White walls are a must. Add warmth to the look to avoid it looking too stark – introduce earthy tones with dark wood and terracotta. Peachy tones also work well to add a softer feel.

Moroccan interiors are all about accent colours. Blues and jewel tones are a must. Introduce turquoise, emerald, jade and amethyst through soft furnishings, tiles and accessories.

 

When it comes to prints and patterns, think bohemian influenced designs. Handwoven tapestries, geometric patterns and bold colours all play a strong role in Moroccan design. Introduce patterns through tiles, Moroccan rugs, wall hangings, cushions and pouffes.

More is more when it comes to fabrics for this scheme. Don’t be afraid to clash prints and colours, and mix and match cushions, throws and curtains. Lots of cushions and throws add a cosy feel. When it comes to curtains, opt for fine lightweight materials to let the light flood in.

 

Top tip: Metallics also play a strong role in completing this look. Lanterns and side tables in brass and copper will pull your scheme together.

 

South Africa

 

 

Image credit: Pinterest

 

South African design explained…

South African design is a style that is less frequently written or spoken about, but is becoming increasingly popular among other cultures. It’s clear to see why – influenced by nature and local materials, South African design is refreshing, unique and eye-catching.

Accessible to all and easy to translate into any style of home, the scheme is centered first and foremost on the African people. Traditional African patterns origially designed in the 18th century are at the forefront, while dyed cottons are the fabric used most in soft furnishings.

 

The local wildlife features heavily in this design. From subtle influences to bolder statements such as animal ides, leather and skulls in furnishings and accessories. South African design is generally quite understated, with the addition of a few standout fabrics and pieces, making this the perfect option if you prefer fuss free interiors with just the right measure of personality and quirks.

Updating your interiors with South African design…

When it comes to translating this style into your own home, the South African design works in almost any room, and could even influence the design in your entire home.
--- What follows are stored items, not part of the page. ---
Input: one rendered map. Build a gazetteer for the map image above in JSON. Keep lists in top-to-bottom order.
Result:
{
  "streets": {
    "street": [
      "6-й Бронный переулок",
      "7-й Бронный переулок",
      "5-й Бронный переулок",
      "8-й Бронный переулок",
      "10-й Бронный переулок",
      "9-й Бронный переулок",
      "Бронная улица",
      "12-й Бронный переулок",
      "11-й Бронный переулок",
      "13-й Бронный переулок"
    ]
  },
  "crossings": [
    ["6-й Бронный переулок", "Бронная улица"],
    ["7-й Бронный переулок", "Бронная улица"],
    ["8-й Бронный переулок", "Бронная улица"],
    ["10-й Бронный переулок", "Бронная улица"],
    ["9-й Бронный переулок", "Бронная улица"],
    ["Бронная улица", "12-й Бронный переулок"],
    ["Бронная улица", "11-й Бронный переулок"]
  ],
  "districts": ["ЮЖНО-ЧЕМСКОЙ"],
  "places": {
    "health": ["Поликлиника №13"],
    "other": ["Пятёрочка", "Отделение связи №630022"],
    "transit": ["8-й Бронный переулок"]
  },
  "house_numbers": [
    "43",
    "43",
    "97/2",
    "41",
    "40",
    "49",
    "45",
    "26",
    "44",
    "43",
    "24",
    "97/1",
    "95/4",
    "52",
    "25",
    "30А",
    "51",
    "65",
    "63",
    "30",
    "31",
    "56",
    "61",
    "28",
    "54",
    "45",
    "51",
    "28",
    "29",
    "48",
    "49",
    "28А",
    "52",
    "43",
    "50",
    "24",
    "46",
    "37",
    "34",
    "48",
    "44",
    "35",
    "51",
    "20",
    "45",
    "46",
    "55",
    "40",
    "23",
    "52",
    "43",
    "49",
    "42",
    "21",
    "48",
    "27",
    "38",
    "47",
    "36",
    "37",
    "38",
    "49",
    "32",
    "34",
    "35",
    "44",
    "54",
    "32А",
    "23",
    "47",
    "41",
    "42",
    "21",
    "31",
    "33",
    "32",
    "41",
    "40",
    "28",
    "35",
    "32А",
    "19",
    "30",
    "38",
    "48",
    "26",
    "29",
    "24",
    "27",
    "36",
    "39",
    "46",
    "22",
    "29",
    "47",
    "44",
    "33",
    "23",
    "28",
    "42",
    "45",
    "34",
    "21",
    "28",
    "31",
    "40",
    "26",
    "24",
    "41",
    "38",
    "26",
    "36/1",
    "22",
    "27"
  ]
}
Diverse and  powerful, yet understated, this look is all about adding interest with colours and natural materials.

To introduce South African style into your interiors, keep walls white and simple, and build the look using furnishings, fabrics and accessories. Choose furniture in dark wood with subtle and slightly worn tribal details. Generally colours should be kept muted, but this doesn’t mean that you have to avoid colour all together. For the living room, consider creating a focal point with a bold painted coffee table in rust, finished with a statement pendant light above in brass.

 

Accessories can include a skin or hide as a rug, tribal inspired wall art and woven cushions in neutral shades.

 

Colours, prints and textures...

 

 

The colours within this scheme tend to be earthy and mostly neutral, but can include pops of colour inspired by the landscapes of South Africa. For your base shades, choose white, taupe, brown and black, and add personality with red and gold details. Or alternatively, play on the tribal theme and introduce burnt orange and a bold green.

Tribal prints are the obvious choice when it comes to prints and patterns. Think zig zag patterns in monochrome as well as traditional African designs in deep earthy shades when it comes to soft furnishings and the finer details. In additional, animal prints can also be used too. Try a skin or hide rug on the floor, and zebra or tiger print cushions.

Wicker and raffia add additional texture to this look. Try adding a collection of wicker baskets in bare wood, or painted in black and white tribal designs.

 

Top tip: Hammered metal is an important element in this design too, which reflects the region’s mining industry. Copper, gold and brass are all great options. Introduce a few clay vases and accessories to finish, to introduce a handmade element.

 

With so many wonderful design schemes from around the world in 2019 to feel inspired by, it can be tricky to pick just one. When thinking about adding a global influence to your home, consider which scheme resonates the most with your own unique sense of style, your values and how you wish your home to feel.